Wetterrückblicke von Karl Josef Linden seit Januar 2006

Wetterrückblick Juli 2014

EIN EXTREM NASSER SOMMER 2014

Vielleicht erinnern sie sich noch an die nassen Sommer 1980 und 2007? Damals regnete es schon richtig viel, doch der Sommer 2014 kann diese Rekorde bis zum 31. August noch brechen.

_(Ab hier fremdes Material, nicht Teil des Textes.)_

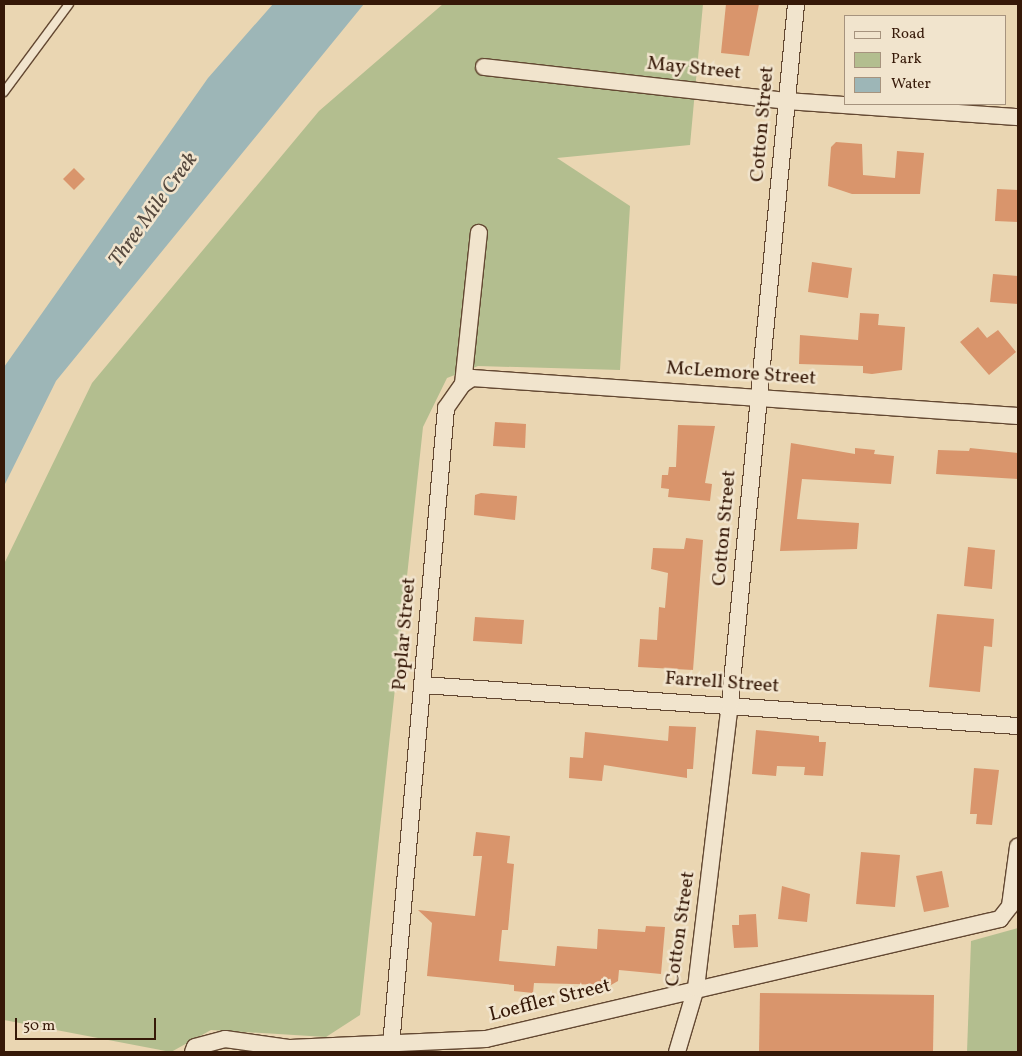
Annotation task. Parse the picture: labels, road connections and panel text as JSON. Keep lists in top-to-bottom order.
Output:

Vor allem der Juli war von mehreren Starkregenereignissen geprägt, in schwülwarmer Sommerluft konnten sich immer wieder kräftige Schauer und Gewitterzellen bilden, die dann innerhalb kürzester Zeit enorme Niederschlagsmengen lieferten.

Beginnen möchte ich meinen Rückblick aber mit den Durchschnittstemperaturen des Monats Juli. Die Wetterstation Düren erreichte 19,5 Grad und damit eine Abweichung vom Mittelwert 1981-2010 von +1,2 Grad.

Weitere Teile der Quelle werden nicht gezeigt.